Sorry because I can't think of any better title I have a problem dealing with the input Here is my test code which get the input into a string array then print it on screen again, quite simple
The 1st test code work fine as expected
#include <stdio.h>
int main()
{
int i, index;
char d, c[20];
scanf("%d", index);
for(i=0; i<index; i++){
*(c+i) = getchar();
if (*(c+i)=='$')
break;
}
printf("the string is %s", c);
return 0;
}
the 2nd test code, I did use pointer but c[i] instead and the program didn't run. It's quite strange since *(c+i) and c[i] is equivalent
I changed
*(c+i) = getchar(); // (0)
if (*(c+i)=='$')
to
c[i] = getchar(); // (1)
if (c[i]=='$')
or
c[i] = getchar(); // (2)
if (*(c+i)=='$')
or
*(c+1) = getchar(); // (3)
if (c[i]=='$')
the (3) work fine, no problem happened but in (1) and (2), the output is just the first character of the input regardless how long the string input
Ex: type asdads$
output: a
So the problem lie in the getchar() code there is a different between using pointer and direct element of array to get the input but I don't know what is the problem here
I'll call this problem is "A" because I encounter several problem as I tried different kind of code with scanf and getchar
Now I change the getchar() in each case into scanf
(0)(1)(2)(3): problem A happen. Now none of them work fine with scanf. With getchar, at least (0) and (3) work.

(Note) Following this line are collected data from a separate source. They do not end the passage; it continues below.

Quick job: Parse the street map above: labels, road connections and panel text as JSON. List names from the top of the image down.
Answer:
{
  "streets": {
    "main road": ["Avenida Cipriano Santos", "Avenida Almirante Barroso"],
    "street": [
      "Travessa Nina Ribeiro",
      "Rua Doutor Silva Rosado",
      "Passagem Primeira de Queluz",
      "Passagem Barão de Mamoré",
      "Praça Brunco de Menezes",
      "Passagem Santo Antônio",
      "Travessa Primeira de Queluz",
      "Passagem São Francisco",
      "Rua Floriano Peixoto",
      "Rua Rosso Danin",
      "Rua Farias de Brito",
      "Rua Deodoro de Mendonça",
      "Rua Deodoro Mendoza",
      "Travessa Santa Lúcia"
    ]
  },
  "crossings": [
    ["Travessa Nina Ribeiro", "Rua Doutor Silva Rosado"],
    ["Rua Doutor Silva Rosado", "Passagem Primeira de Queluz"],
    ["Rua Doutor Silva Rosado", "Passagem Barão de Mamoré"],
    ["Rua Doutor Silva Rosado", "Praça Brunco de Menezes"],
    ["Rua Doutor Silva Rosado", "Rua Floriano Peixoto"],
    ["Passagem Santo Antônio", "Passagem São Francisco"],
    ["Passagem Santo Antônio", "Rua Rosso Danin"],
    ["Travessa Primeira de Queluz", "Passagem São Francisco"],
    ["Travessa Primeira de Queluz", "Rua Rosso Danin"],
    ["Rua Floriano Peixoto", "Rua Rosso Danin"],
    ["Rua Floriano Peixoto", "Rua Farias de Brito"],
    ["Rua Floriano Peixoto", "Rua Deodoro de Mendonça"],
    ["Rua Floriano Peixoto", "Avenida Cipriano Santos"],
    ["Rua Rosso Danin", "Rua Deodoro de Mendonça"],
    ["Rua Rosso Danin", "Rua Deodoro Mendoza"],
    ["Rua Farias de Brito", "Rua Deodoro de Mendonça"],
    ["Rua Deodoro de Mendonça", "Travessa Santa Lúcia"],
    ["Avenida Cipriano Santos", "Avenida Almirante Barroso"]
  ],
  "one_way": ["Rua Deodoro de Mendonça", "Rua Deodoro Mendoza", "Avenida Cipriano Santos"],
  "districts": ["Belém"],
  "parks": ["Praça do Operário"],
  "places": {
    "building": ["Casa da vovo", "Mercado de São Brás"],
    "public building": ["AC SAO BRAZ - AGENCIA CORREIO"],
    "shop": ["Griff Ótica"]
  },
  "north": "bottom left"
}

Now, instead of input data directly into c, I input data into d and pass that value of d to c[i]
Usind d = getchar(), problem A happen to all 4 case. scanf give the same result
What is strange is when I hit enter, the program auto break and output is print to screen
That is just a test but here is the current problem I'm dealing with
int z;
printf("continue? [1=yes/0=no] ");
scanf("%d", &z);
switch (z){
case 1: printf("next info is: ");
scanf("%d", &x);
break;
case 0: *end = '\0';
break;
}
This work fine, using scanf with %d is ok, it wait for me to hit 1 or 0 to continue the process. However the problem happened with these 2 code which are expected to perform the same. They don't wait me to hit y/n but go directly to the end
char z;
printf("continue? [y/n] ");
z=getchar(); // using getchar
if(z=='y'){
printf("next info is: ");
scanf("%d", &x);
}
else{
*end = '\0';
}
and
char z;
printf("continue? [y/n] ");
z=getchar();
switch(z=='y'){
case 1: printf("next info is: ");
scanf("%d", &x);
break;
case 0: *end = '\0';
break;
}
So I don't know what is wrong with the code I use and why using pointer to get data is different from using array directly.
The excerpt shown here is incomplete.